Further down the draft are a QBs such as Lynch and Connor Cook, projected as second round talent by ESPN, but who may be picked sooner due to the importance placed in a signal caller – “it’s a quarterback-starved league” says Steve Muench. Lynch has the physical tools and “can be somebody’s quarterback in the next few years”, but lacks experience and hasn’t displayed ideal intangibles, whilst Cook has “good starting experience and success in a pro-style offense”, but displays sloppy footwork alongside leadership concerns.

Essentially – do you believe in Goff’s intangibles? Or do you trust your coaches to get Wentz up to speed and get his athleticism on top? Or double down on the latter theory, and take Lynch later on? There is no consensus at the moment, but with LA trading up on Thursday, it looks like one of these QBs will go first pick.

Josh Gordon

The Cleveland Browns’ exceptionally talented but suspended wide receiver Josh Gordon has reportedly had his request for reinstatement denied, following a failed drug test containing marijuana and dilute.

Mike Tanier of Bleacher Report thinks Gordon’s getting a raw deal from the NFL – “he is like many NFL players, in that he has no privacy when it comes to drug testing”. The timing of the leak seems to be related to increasing calls on the NFL for a decision on Gordon’s reinstatement, indicating that these “leaks are becoming more strategic, calculated”.

SI’s Doug Farrar believes it’s time for a change in policy regarding marijuana anyway – especially as marijuana has been shown to “help people in two areas of common concern to every NFL player—pain management and the effects of head trauma”. The drug is now legal in many states in the US, but the NFL remains steadfast it its policy, resulting in many players (such as NE’s Chandler Jones and Seattle’s Derrick Coleman) turning to potentially more dangerous synthetic equivalents in the belief that they “will pass through drug tests where regular marijuana will not”. The prospect of change is slim for the time being, as “expecting Goodell and his current medical cronies to switch their view on this may be a fool’s errand.”
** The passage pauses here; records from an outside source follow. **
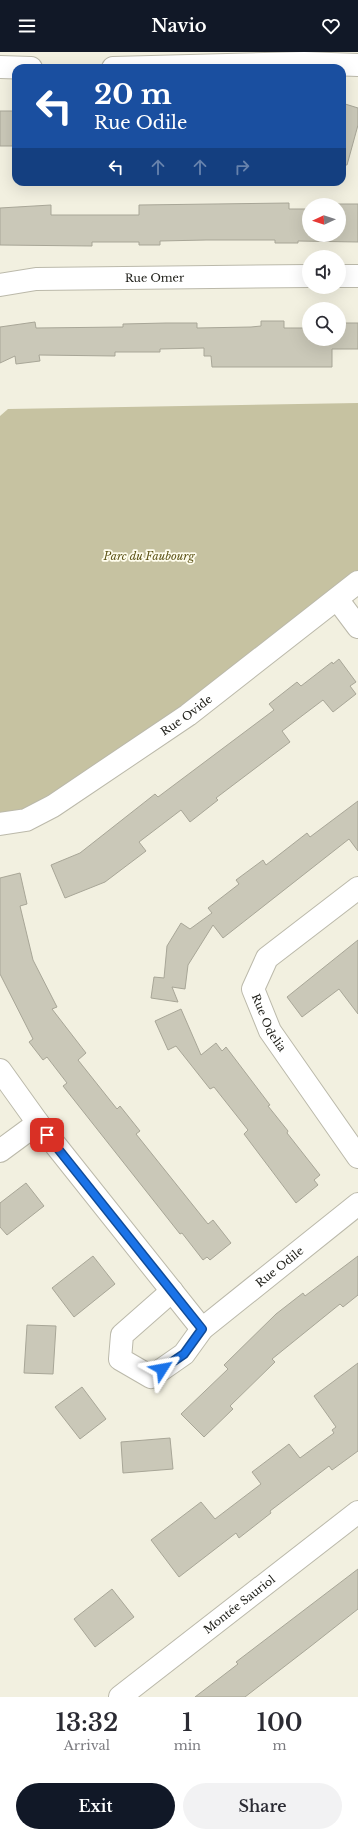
<!DOCTYPE html>
<html lang="en">
<head>
<meta charset="utf-8">
<style>
	:root { --surface:#fff; --page:#f2f2f3; --text:#2b2b33; --muted:#7c7c81; --accent:#111827 }
	body { margin:0; font-family:"Libre Baskerville",serif; background:var(--page); color:var(--text); height:100vh; display:flex; flex-direction:column; font-size:15px; white-space:nowrap }
	* { box-sizing:border-box; margin:0 }
	p { font-size:13px; color:var(--muted) }
	.icon { flex:none; width:22px; height:22px; fill:none; stroke:currentColor; stroke-width:2; stroke-linecap:round; stroke-linejoin:round }
	.map { position:relative; height:1645px; overflow:hidden }
	.side { display:flex; flex-direction:column; background:var(--surface); flex:1 }
	.side>* { flex:none }
	.banner { position:absolute; left:12px; top:12px; width:334px; height:122px; border-radius:12px; box-shadow:0 4px 16px #0002; background:#1a4fa0; color:#fff; overflow:hidden }
	.needle { width:26px; rotate:267deg }
	.fabs { position:absolute; left:302px; top:146px; display:grid; gap:8px }
	.fabs a { display:grid; place-items:center; width:44px; height:44px; border-radius:50%; background:var(--surface); box-shadow:0 4px 16px #0002; font-size:20px }
	.pin { position:absolute; display:grid; place-items:center; width:34px; height:34px; color:#fff; margin:-17px; border-radius:8px; box-shadow:0 2px 6px #0006 }
	.me { position:absolute; width:44px; margin:-22px; rotate:56deg; stroke-linejoin:round; filter:drop-shadow(0 0 3px #0008) }
	.turn { display:flex; align-items:center; gap:14px; height:84px; padding:0 16px; font-size:18px }
	.turn .icon { width:52px; height:52px; stroke-width:2.5 }
	.turn b { display:block; font-size:28px; line-height:34px }
	.lanes { display:flex; align-items:center; height:38px; padding:0 16px; background:#0003; justify-content:center; gap:20px; direction:ltr }
	.lanes .off { opacity:.35 }
	.eta { display:flex; justify-content:space-evenly; align-items:center; height:68px; text-align:center }
	.eta b { font-size:24px; font-weight:600; line-height:28px }
	.button { display:flex; gap:8px; margin-top:auto; padding:8px 16px }
	.button a { flex:1; height:46px; border-radius:24px; background:var(--accent); color:#fff; font-size:16px; font-weight:600; line-height:46px; text-align:center }
	.button a+a { background:var(--page); color:var(--text) }
	header { display:flex; justify-content:space-between; align-items:center; height:52px; padding:0 16px; background:var(--accent); color:#fff; font-size:18px; font-weight:600 }
	.map>svg:first-child { display:block }
</style>
</head>
<body>
<header><svg class="icon" aria-label="menu" viewBox="0 0 24 24"><path d="M4 6h16M4 12h16M4 18h16"/></svg>Navio<svg class="icon" aria-label="heart" viewBox="0 0 24 24"><path d="M12 20l-8-8c-3-5 5-10 8-4 3-6 11-1 8 4z"/></svg></header>
<div class="map">
<svg width="358" height="1645" viewBox="0 0 358 1645">
	<rect width="100%" height="100%" fill="#f2f0e0"/>
	<!-- green -->
	<path fill="#c6c2a1" d="M358 351V530L188 663 0 772V364L8 357Z"/>
	<!-- building -->
	<g fill="#cac8b8" stroke="#a8a697">
		<path d="M342 51 358 56V73L347 113H342Z"/>
		<rect x="0" y="59" width="16" height="35"/>
		<path d="M289 151V157H309V183H339L338 152H358V190L298 189V191H275V188H206L160 189V193H139V190H92V194L0 193V156L51 153V163H139V153Z"/>
		<path d="M261 269H284V276H309V287H339V271H358V297H332V315H212L211 304H204V296L160 297V300H115V304L39 303 40 309 16 312 15 304 0 311V275L35 270 36 276 123 275V272L166 271H197V276L251 275 261 274Z"/>
		<path d="M339 607 356 630 350 634 356 642 333 660 323 648 282 679 290 690 216 746 218 748 190 770 181 758 139 790 146 799 105 830 65 846 51 813 80 801 155 742 158 745 274 658 269 652 297 630 301 634 332 610 333 612Z"/>
		<path d="M358 749V799L349 787 223 886 213 873 188 913 185 937 172 935 178 950 151 946 154 925 164 926 167 894 181 871 190 877 212 861 208 856 239 832 236 828 263 808 266 813 307 781 310 785Z"/>
		<path d="M20 821 27 852 20 854 33 908 57 955 52 957 86 1001 78 1008 117 1057 120 1054 140 1079 136 1082 208 1172 213 1168 231 1191 210 1208 207 1205 203 1208 182 1181 180 1182 63 1034 67 1031 47 1005 43 1008 29 990 33 987 0 922V826Z"/>
		<path d="M358 888V962L339 937 302 965 287 945Z"/>
		<path d="M181 957 201 1003 216 991 222 999 226 995 270 1053 268 1054 288 1079 287 1081 320 1123 314 1128 318 1133 296 1151 244 1082 248 1078 214 1035 210 1037 176 994 168 998 155 969Z"/>
		<path d="M26 1131 44 1154 7 1183 0 1175V1151Z"/>
		<path d="M93 1204 115 1232 74 1265 52 1236Z"/>
		<path d="M358 1204V1243L343 1255 340 1252 272 1307 275 1310 230 1354 233 1357 204 1385 181 1362 228 1317 224 1313 276 1262 303 1241 305 1244Z"/>
		<path d="M27 1273 56 1274 53 1322 24 1321Z"/>
		<path d="M358 1311V1399L332 1418 329 1414 270 1459 271 1461 239 1486 236 1481 179 1525 151 1488 201 1450 215 1467 261 1432 252 1420 289 1392 300 1406 334 1381 332 1378 336 1375 314 1344Z"/>
		<path d="M82 1335 106 1367 80 1387 55 1355Z"/>
		<path d="M170 1386 173 1417 123 1421 121 1390Z"/>
		<path d="M358 1517V1557L311 1594 245 1645H195L238 1612 236 1610Z"/>
		<path d="M112 1537 134 1565 95 1595 74 1567Z"/>
	</g>
	<g fill="none" stroke-linecap="round" stroke-linejoin="round">
		<!-- street casing -->
		<g stroke="#bbb9aa" stroke-width="24">
			<g id="street">
				<path d="M0 15 31 16"/>
				<path d="M113 16 304 11 358 13"/>
				<path d="M339 224H358"/>
				<path id="s1" d="M0 233 36 227 309 224"/>
				<path d="M337 547 358 575"/>
				<path id="s2" d="M0 772 26 768 53 754 188 663 358 530"/>
				<path id="s3" d="M358 836 267 906 253 937 270 979 358 1105"/>
				<path d="M0 1018 38 1071 202 1277"/>
				<path d="M0 1099 38 1071"/>
				<path id="s4" d="M172 1239 122 1283 120 1307 151 1325 184 1302 202 1277 358 1152"/>
				<path id="s5" d="M120 1645 358 1460"/>
			</g>
		</g>
		<!-- street -->
		<use href="#street" stroke="#fff" stroke-width="22"/>
	</g>
	<g fill="none" stroke-linecap="round" stroke-linejoin="round">
		<!-- route casing -->
		<g stroke="#114b97" stroke-width="10">
			<path id="route" d="M47 1083 202 1277 184 1302 162 1317"/>
		</g>
		<!-- route -->
		<use href="#route" stroke="#1a73e8" stroke-width="7"/>
	</g>
	<g text-anchor="middle" stroke-width="3.5" stroke-linejoin="round" paint-order="stroke">
		<!-- street labels -->
		<g font-size="11" fill="#20201a" stroke="#fffded">
			<text dy="4" stroke="none"><textPath href="#s1" startOffset="155">Rue Omer</textPath></text>
			<text dy="4" stroke="none"><textPath href="#s2" startOffset="218">Rue Ovide</textPath></text>
			<text dy="4" stroke="none"><textPath href="#s3" startOffset="186">Rue Odelia</textPath></text>
			<text dy="4" stroke="none"><textPath href="#s4" startOffset="297">Rue Odile</textPath></text>
			<text dy="4" stroke="none"><textPath href="#s5" startOffset="151">Montée Sauriol</textPath></text>
		</g>
		<!-- park labels -->
		<g font-size="11" font-style="italic" fill="#5d5418" stroke="#fffded">
			<text x="149" y="508">Parc du Faubourg</text>
		</g>
	</g>
</svg>
<div class="fabs">
<a><svg class="needle" viewBox="-14 -14 28 28"><path d="M0-13l5 13h-10z" fill="#e53935"/><path d="M0 13l5-13h-10z" fill="#7c7c81"/></svg></a>
<a><svg class="icon" aria-label="sound" viewBox="0 0 24 24"><path d="M4 9h4l5-4v14l-5-4H4zM17 9q2 3 0 6"/></svg></a>
<a><svg class="icon" aria-label="search" viewBox="0 0 24 24"><circle cx="10" cy="10" r="6"/><path d="M15 15l6 6"/></svg></a>
</div>
<div class="pin" style="left:47px;top:1083px;background:#d93025"><svg class="icon" aria-label="arrive" viewBox="0 0 24 24"><path d="M6 21V4h12l-3 4 3 4H6"/></svg></div>
<svg class="me" style="left:162px;top:1317px" viewBox="-20 -20 40 40"><path d="M0-17L14 15 0 8-14 15z" fill="#1a73e8" stroke="#fff" stroke-width="4"/></svg>
<div class="banner">
<div class="turn"><svg class="icon" aria-label="left" viewBox="0 0 24 24"><path d="M17 20v-9H6M10 6l-5 5 5 5"/></svg><div><b>20 m</b>Rue Odile</div></div>
<div class="lanes"><svg class="icon" aria-label="left" viewBox="0 0 24 24"><path d="M17 20v-9H6M10 6l-5 5 5 5"/></svg><svg class="icon off" aria-label="ahead" viewBox="0 0 24 24"><path d="M12 20V5M6 11l6-6 6 6"/></svg><svg class="icon off" aria-label="ahead" viewBox="0 0 24 24"><path d="M12 20V5M6 11l6-6 6 6"/></svg><svg class="icon off" aria-label="right" viewBox="0 0 24 24"><path d="M7 20v-9h11M14 6l5 5-5 5"/></svg></div>
</div>
</div>
<section class="side">
<div class="eta">
<div><b>13:32</b><p>Arrival</p></div>
<div><b>1</b><p>min</p></div>
<div><b>100</b><p>m</p></div>
</div>
<div class="button"><a>Exit</a><a>Share</a></div>
</section>
</body>
</html>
For a wider look at performance-enhancing and recreational drug testing in the NFL, give our piece from February a read.

Fifth-Year Options

The first fifth-year option pickups are starting to trickle in, with Tyler Eifert  and probably Star Lotulelei joining Kenny Vaccaro. For those not in the know, under the 2011 Collective Bargaining Agreement, all first-round picks have a fifth-year option inserted into their rookie contract, which a team can pick up after three years. It essentially means those players are under contract for two years, giving everyone plenty of notice and incentive to get to work on longer term contracts, or to give players one last chance to prove they’re long-term contract worthy. Contracts are worth an average of what good players at that position earn. For example, Kenny Vaccaro was the 15th pick in the 2013 draft, and will earn an average of what the 3rd through 25th best paid safeties in 2017 earn.

Teams have until early May to pick up fifth-year options. These are only fully guaranteed in case of injury, so a fit player who has a bad 2016 can be released in 2017 at no cost to the club and no security to the player.
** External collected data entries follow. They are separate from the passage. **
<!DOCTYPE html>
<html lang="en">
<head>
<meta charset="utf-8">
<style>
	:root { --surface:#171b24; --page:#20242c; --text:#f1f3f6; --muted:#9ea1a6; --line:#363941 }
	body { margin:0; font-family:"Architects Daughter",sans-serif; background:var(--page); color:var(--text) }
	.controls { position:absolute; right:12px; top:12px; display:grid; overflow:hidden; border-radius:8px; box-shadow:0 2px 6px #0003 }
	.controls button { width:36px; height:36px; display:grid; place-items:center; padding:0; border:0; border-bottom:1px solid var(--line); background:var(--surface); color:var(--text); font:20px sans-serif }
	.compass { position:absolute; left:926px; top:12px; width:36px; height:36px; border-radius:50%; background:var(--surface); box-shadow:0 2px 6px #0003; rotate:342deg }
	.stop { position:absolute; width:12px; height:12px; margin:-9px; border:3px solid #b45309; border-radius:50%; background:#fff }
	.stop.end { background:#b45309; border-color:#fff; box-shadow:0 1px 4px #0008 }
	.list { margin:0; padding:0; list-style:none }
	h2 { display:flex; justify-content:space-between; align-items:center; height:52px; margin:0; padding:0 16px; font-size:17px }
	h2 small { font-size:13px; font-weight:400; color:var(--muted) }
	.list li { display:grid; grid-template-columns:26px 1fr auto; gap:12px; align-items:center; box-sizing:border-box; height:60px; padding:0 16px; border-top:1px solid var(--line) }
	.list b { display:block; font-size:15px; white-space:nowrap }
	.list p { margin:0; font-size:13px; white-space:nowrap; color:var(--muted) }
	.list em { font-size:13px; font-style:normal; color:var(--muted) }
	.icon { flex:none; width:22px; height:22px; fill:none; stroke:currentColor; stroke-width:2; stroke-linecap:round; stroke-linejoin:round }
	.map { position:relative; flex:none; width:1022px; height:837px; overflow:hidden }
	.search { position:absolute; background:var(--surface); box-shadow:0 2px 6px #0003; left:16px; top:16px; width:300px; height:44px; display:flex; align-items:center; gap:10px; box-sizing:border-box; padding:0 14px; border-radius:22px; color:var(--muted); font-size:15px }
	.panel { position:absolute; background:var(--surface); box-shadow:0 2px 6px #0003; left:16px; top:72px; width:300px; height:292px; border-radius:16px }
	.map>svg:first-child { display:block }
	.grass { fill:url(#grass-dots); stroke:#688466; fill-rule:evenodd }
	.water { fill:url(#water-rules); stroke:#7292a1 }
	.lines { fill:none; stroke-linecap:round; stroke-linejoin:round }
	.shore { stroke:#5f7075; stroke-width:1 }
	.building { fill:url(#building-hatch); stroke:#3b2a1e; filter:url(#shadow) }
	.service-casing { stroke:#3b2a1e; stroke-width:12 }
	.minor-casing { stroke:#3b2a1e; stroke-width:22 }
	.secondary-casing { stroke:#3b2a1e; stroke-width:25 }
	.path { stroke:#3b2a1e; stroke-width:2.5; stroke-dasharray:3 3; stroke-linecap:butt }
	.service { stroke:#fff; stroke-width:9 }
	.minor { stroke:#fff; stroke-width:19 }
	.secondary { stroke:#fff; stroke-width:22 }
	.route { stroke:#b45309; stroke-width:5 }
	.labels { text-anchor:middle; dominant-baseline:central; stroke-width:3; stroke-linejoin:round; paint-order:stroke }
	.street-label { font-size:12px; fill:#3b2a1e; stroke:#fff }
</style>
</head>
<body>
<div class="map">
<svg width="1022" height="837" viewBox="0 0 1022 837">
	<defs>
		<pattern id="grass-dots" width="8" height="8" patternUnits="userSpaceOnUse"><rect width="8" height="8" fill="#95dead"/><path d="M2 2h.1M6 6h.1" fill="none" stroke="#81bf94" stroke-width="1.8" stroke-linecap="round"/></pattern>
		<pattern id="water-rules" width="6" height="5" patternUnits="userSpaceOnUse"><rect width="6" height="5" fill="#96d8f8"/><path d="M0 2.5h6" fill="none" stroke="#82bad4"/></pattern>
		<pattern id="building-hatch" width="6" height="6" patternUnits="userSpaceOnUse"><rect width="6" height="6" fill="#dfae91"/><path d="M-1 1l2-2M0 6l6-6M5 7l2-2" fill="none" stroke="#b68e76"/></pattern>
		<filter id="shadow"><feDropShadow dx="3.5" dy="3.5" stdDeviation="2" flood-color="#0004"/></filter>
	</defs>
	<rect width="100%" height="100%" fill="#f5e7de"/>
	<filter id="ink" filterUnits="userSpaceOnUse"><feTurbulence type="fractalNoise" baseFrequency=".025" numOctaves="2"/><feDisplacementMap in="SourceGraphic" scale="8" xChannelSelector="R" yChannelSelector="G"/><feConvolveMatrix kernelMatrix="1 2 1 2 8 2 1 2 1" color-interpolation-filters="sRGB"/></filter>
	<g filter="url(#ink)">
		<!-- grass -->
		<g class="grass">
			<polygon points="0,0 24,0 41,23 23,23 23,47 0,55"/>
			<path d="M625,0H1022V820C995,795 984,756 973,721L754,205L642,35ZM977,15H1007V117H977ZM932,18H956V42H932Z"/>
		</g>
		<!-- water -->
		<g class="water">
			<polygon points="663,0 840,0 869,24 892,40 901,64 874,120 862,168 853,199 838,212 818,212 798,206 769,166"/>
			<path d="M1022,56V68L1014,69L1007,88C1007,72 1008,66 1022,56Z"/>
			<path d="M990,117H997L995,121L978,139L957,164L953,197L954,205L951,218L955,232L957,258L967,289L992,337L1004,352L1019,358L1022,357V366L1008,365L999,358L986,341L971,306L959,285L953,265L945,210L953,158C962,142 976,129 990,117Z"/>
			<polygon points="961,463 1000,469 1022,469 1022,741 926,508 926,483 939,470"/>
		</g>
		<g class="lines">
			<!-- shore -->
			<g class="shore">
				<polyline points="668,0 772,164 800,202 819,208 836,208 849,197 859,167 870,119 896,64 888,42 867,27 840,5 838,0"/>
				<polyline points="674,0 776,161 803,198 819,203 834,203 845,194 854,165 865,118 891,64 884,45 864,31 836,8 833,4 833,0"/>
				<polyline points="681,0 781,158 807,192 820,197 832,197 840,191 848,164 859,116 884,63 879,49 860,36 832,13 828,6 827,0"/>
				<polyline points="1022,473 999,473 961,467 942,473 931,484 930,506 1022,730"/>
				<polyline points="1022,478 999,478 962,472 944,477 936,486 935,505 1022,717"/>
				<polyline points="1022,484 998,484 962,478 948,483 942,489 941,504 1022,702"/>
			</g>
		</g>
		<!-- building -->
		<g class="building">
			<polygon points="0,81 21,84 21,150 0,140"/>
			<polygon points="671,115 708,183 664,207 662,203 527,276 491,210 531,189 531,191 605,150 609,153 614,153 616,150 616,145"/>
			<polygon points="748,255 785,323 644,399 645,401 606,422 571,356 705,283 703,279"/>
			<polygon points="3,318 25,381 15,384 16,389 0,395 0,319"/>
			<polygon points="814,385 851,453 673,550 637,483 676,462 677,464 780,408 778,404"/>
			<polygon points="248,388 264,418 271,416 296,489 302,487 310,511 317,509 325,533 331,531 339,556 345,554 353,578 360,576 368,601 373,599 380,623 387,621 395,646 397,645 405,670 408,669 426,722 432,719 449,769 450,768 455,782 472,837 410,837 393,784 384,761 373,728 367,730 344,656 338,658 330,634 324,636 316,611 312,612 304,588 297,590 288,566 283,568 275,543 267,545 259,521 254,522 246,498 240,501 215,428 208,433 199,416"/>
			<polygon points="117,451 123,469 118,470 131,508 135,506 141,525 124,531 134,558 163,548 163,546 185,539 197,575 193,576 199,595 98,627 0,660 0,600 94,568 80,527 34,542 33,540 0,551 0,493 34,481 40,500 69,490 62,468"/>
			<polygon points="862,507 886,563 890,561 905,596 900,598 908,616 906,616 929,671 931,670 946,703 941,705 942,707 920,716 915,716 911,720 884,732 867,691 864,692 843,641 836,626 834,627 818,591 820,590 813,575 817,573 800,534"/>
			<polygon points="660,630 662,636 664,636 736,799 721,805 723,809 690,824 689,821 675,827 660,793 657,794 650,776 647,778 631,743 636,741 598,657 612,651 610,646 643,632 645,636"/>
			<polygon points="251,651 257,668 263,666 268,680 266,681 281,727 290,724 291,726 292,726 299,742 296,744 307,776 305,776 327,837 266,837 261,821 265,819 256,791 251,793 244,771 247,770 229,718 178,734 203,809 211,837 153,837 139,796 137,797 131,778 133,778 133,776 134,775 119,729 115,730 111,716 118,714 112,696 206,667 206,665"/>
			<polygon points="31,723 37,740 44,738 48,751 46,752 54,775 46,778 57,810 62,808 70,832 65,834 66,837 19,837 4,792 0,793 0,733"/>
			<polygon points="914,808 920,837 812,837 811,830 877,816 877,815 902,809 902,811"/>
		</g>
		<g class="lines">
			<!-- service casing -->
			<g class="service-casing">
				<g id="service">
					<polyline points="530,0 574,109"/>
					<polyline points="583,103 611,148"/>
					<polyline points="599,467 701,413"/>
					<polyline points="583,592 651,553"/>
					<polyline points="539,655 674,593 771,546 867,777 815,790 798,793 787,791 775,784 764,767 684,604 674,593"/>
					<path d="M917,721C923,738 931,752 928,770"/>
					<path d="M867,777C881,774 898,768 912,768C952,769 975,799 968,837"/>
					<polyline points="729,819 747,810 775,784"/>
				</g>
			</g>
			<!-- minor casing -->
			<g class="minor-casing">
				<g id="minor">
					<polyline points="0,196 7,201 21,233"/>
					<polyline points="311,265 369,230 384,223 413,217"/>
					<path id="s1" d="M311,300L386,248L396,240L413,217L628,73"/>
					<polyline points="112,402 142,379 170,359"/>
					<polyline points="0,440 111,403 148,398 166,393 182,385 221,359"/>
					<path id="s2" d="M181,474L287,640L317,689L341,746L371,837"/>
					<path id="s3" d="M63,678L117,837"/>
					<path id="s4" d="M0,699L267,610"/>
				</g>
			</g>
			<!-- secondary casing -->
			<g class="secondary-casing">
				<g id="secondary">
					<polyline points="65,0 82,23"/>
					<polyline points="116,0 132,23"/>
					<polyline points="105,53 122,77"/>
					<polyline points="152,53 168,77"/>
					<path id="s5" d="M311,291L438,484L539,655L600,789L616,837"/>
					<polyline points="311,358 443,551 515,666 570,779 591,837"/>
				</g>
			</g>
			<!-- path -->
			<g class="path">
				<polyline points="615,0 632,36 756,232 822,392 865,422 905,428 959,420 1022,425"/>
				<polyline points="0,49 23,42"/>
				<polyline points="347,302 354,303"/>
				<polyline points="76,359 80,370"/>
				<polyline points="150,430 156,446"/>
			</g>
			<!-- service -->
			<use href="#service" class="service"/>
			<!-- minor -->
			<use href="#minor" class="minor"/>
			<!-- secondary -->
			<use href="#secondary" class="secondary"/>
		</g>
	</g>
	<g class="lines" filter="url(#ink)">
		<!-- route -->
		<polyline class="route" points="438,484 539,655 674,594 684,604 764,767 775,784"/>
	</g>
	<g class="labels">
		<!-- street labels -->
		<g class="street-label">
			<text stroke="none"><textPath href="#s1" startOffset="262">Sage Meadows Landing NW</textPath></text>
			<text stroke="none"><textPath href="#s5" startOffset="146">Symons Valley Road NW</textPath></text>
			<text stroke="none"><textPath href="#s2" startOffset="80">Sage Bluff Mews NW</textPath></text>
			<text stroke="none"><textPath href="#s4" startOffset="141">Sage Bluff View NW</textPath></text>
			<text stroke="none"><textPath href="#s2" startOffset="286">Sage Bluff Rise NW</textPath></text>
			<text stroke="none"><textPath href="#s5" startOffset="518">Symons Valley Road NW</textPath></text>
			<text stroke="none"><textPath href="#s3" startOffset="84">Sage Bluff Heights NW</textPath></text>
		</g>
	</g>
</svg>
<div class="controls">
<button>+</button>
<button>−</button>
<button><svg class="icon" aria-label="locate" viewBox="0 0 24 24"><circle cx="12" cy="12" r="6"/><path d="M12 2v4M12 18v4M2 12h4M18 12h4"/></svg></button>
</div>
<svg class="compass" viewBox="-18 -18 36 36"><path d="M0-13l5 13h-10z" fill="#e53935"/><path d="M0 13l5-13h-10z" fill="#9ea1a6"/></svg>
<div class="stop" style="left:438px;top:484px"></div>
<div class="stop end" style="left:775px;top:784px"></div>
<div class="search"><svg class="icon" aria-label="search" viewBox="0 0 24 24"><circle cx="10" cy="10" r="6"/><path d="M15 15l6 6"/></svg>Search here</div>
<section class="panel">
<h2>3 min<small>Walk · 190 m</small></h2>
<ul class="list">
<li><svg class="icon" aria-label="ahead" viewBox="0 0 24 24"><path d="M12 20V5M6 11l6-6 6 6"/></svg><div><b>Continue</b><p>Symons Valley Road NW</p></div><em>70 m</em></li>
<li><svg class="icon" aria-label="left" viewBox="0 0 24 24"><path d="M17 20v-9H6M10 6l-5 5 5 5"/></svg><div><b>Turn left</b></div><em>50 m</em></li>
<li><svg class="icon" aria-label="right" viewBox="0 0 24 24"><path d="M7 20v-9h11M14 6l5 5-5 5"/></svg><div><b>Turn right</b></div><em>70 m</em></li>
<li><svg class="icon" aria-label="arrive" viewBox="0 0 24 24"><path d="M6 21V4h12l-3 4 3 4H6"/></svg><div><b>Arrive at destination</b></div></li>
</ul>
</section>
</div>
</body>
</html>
As far as who’s likely to get their options picked up goes, Philadelphia’s Lane Johnson already has his big extension so there’s no option left to pick up, while at the other end of the scale Indianapolis cut Björn Werner, leaving no contract for there to be a fifth-year option on.  Expect players like Desmond Trufant, DeAndre Hopkins, Sheldon Richardson and Sharrif Floyd to get their options picked up, while players like Matt Elam, Dee Milliner and Barkevious Mingo will probably go without. It’s a good indicator, three years into their career, which of the first-rounders are looking like good players in future, and which are seen as busts.